**Problem statement:** Your task is to reproduce the listing exactly, without its images.

□ □ □ □ □ □ □

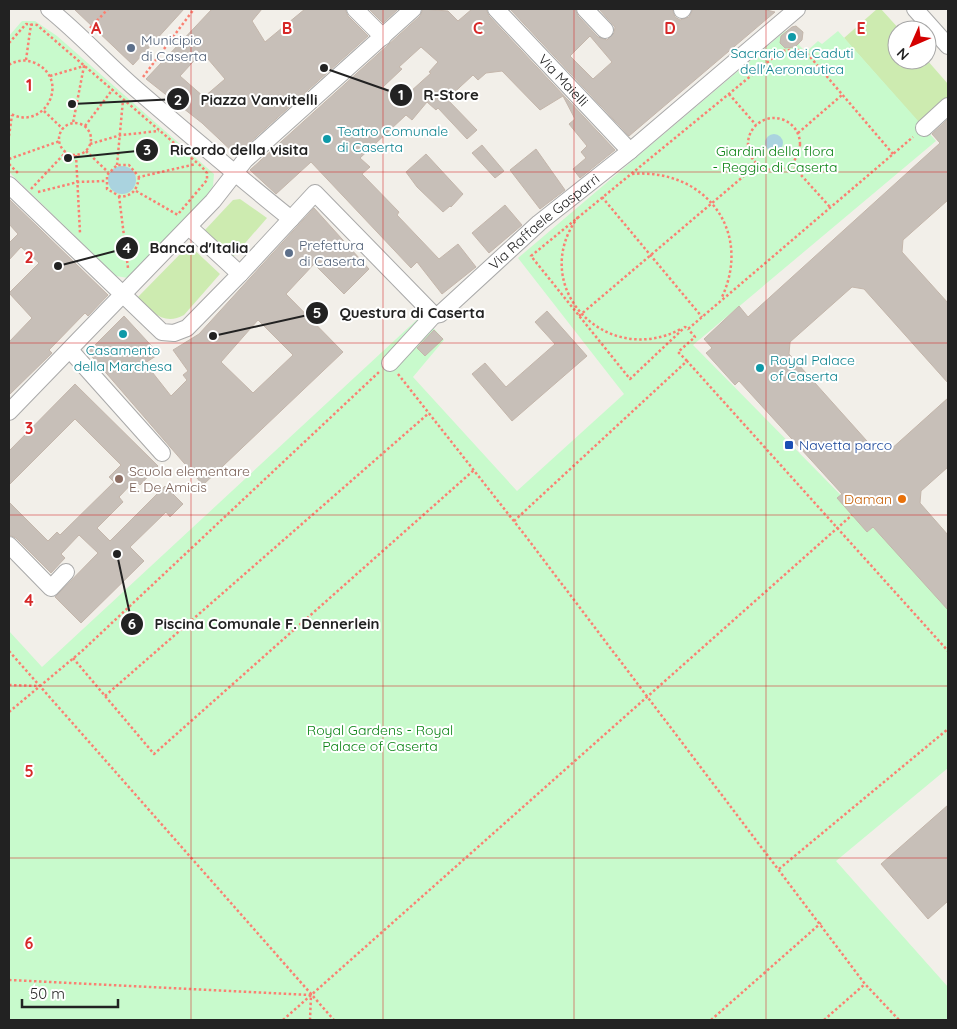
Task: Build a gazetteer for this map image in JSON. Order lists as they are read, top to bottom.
{
  "streets": {
    "street": ["Via Maielli", "Via Raffaele Gasparri"]
  },
  "crossings": [
    ["Via Maielli", "Via Raffaele Gasparri"]
  ],
  "parks": ["Giardini della flora - Reggia di Caserta", "Royal Gardens - Royal Palace of Caserta"],
  "places": {
    "other": [
      "Sacrario dei Caduti dell'Aeronautica",
      "Municipio di Caserta",
      "R-Store",
      "Piazza Vanvitelli",
      "Teatro Comunale di Caserta",
      "Ricordo della visita",
      "Prefettura di Caserta",
      "Banca d'Italia",
      "Casamento della Marchesa",
      "Questura di Caserta",
      "Royal Palace of Caserta",
      "Scuola elementare E. De Amicis",
      "Daman",
      "Piscina Comunale F. Dennerlein"
    ],
    "transit": ["Navetta parco"]
  },
  "scale_bar": "50 m",
  "north": "bottom left",
  "grid": {
    "columns": [
      "A",
      "B",
      "C",
      "D",
      "E"
    ],
    "rows": [
      "1",
      "2",
      "3",
      "4",
      "5",
      "6"
    ]
  }
}
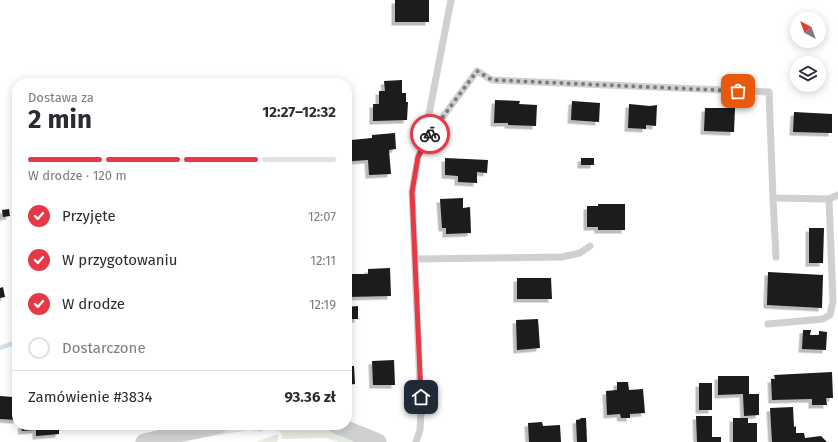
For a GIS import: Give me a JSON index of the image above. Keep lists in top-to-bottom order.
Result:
{
  "north": "top left",
  "page": {
    "heading": ["2 min", "Dostawa za", "12:27–12:32"],
    "panel": ["Zamówienie #3834", "93.36 zł"],
    "bar": "W drodze · 120 m",
    "list": [
      ["Przyjęte", "12:07"],
      ["W przygotowaniu", "12:11"],
      ["W drodze", "12:19"],
      "Dostarczone"
    ]
  }
}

□ □ □ □ □ □ □

**Final answer:**
Task: Build a gazetteer for this map image in JSON. Order lists as they are read, top to bottom.
{
  "streets": {
    "street": ["Via Maielli", "Via Raffaele Gasparri"]
  },
  "crossings": [
    ["Via Maielli", "Via Raffaele Gasparri"]
  ],
  "parks": ["Giardini della flora - Reggia di Caserta", "Royal Gardens - Royal Palace of Caserta"],
  "places": {
    "other": [
      "Sacrario dei Caduti dell'Aeronautica",
      "Municipio di Caserta",
      "R-Store",
      "Piazza Vanvitelli",
      "Teatro Comunale di Caserta",
      "Ricordo della visita",
      "Prefettura di Caserta",
      "Banca d'Italia",
      "Casamento della Marchesa",
      "Questura di Caserta",
      "Royal Palace of Caserta",
      "Scuola elementare E. De Amicis",
      "Daman",
      "Piscina Comunale F. Dennerlein"
    ],
    "transit": ["Navetta parco"]
  },
  "scale_bar": "50 m",
  "north": "bottom left",
  "grid": {
    "columns": [
      "A",
      "B",
      "C",
      "D",
      "E"
    ],
    "rows": [
      "1",
      "2",
      "3",
      "4",
      "5",
      "6"
    ]
  }
}
For a GIS import: Give me a JSON index of the image above. Keep lists in top-to-bottom order.
Result:
{
  "north": "top left",
  "page": {
    "heading": ["2 min", "Dostawa za", "12:27–12:32"],
    "panel": ["Zamówienie #3834", "93.36 zł"],
    "bar": "W drodze · 120 m",
    "list": [
      ["Przyjęte", "12:07"],
      ["W przygotowaniu", "12:11"],
      ["W drodze", "12:19"],
      "Dostarczone"
    ]
  }
}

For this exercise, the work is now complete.